Red meat sent a message that she was “unpretentious and down to earth and unneurotic,” she said, “that I’m not obsessed with my weight even though I’m thin, and I don’t have any food issues.” She added, “In terms of the burgers, it said I’m a cheap date, low maintenance.”
The only reason to think that deliberately choosing steak on a dinner date to show off is unpretentious, down to earth, or unneurotic is that eating meat is considered a masculine behavior. In reality, I’d say that fussing over what you eat to impress dates is a good example of neurotic pretentiousness. I also like the virgin/whore dichotomy in food—you are both expected to eat like a pig while maintaining the feminine waistline of self-deprivation. It’s the exact same expectation as demanding that women be able to throw themselves heartily into sex after years of depriving themselves in the name of not being slutty. And of course her last statement echoes another impossible standard—you’re supposed to look pulled together and feminine, which is time-consuming and expensive, all while making sure that you come across as low maintenance, so your man isn’t ruffled by having to know about all the work you do to be pleasingly feminine. (Lynn Peril documents some of the lengths women were told to go to in the past in order to maintain the illusion of effortless beauty in her book Pink Think—I remember one advice book where women were told to get up before their husbands so they could sneakily apply make-up undetected, so that he never saw you without it or saw you applying it.)
The barely concealed throb of fear and loathing of the feminine continues.
But others, especially those who are thin, say ordering a salad displays an unappealing mousiness.

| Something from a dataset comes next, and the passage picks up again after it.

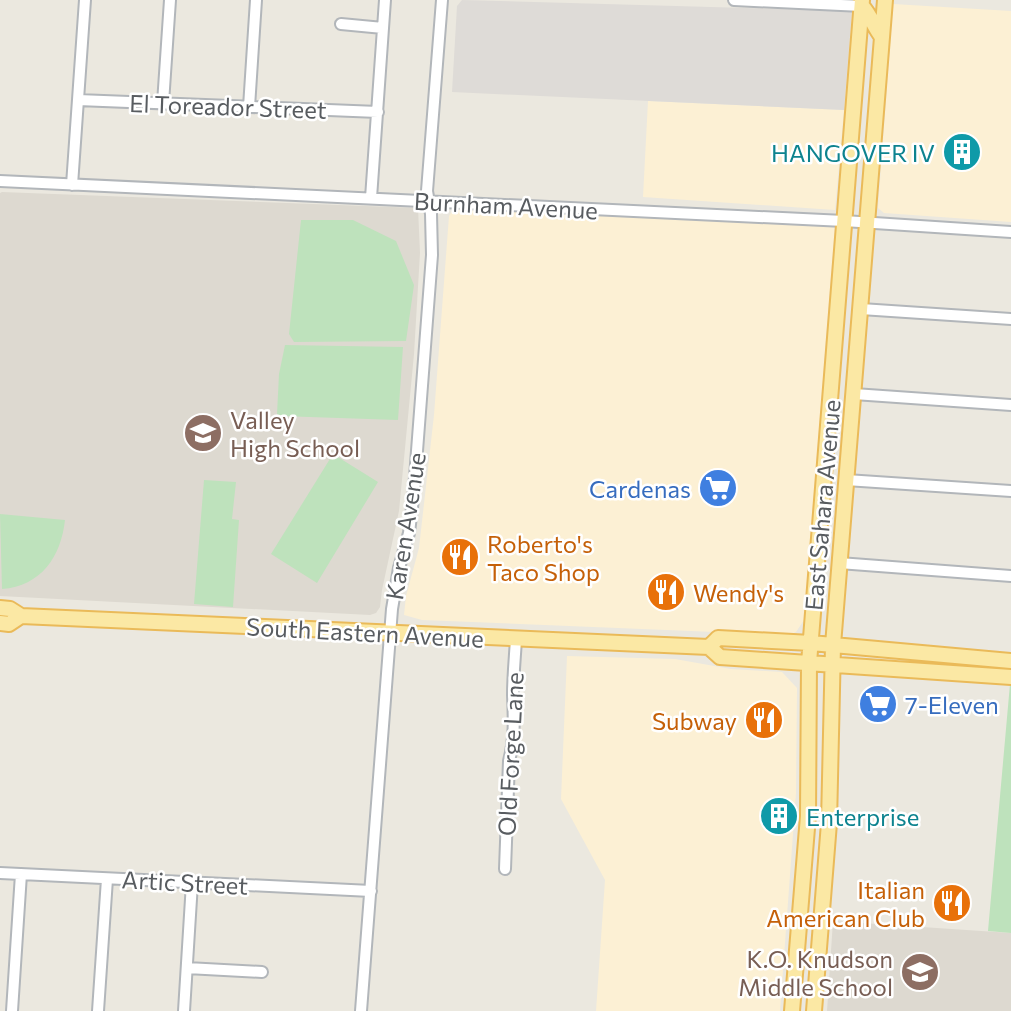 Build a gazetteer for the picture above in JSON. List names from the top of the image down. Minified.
{"streets":{"main road":["East Sahara Avenue","South Eastern Avenue"],"street":["El Toreador Street","Burnham Avenue","Karen Avenue","Old Forge Lane","Artic Street"]},"crossings":[["Burnham Avenue","East Sahara Avenue"],["Burnham Avenue","Karen Avenue"],["East Sahara Avenue","South Eastern Avenue"],["Karen Avenue","South Eastern Avenue"],["Karen Avenue","Artic Street"],["South Eastern Avenue","Old Forge Lane"]],"places":{"building":["HANGOVER IV","Enterprise"],"school or university":["Valley High School","K.O. Knudson Middle School"],"supermarket":["Cardenas","7-Eleven"],"restaurant":["Roberto's Taco Shop","Wendy's","Subway","Italian American Club"]}}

“It seems wimpy, insipid, childish,” said Michelle Heller, 34, a copy editor at TV Guide. “I don’t want to be considered vapid and uninteresting.”
There is nothing wimpy, insipid, vapid or uninteresting about salad. And since children tend to prefer the hamburgers to the greens, I’d say salads are more adult than meat. But salads are coded as girl food, and the stereotype that she’s running from is that women themselves are wimpy, insipid, childish, vapid, and uninteresting. But certainly, I understand the urge. Meat-eating seems like a good way to be pleasingly masculine without being threateningly masculine.
In fact, red meat on a date has become such an effective statement of self-acceptance that even a vegetarian like Sloane Crosley, a publicist at Random House, sometimes longs to order a burger.
“Being a vegetarian puts you at a disadvantage,” Ms. Crosley said. “You’re in the most basic category of finicky. Even women who order chicken, it isn’t enough.” She said she has thought of ordering shots of Jägermeister, famous for its frat boy associations, to prove that she is “a guy’s girl.”
If you’re eating meat to prove something instead just because that’s what you want, that’s hardly a sign of self-acceptance. Same issue with the negative stereotype of vegetarianism as a sign of finickiness. While there are certainly picky vegetarians out there, I’ve found that being a vegetarian has challenged me to be more adventurous in my eating. Most food you encounter is meat-based still, so vegetarians have to do some digging around and experimenting to get some variety in their diets. I hate the idea that being a vegetarian is weak—again, only because it’s coded as feminine. Because in the real world, being a vegetarian often requires willpower.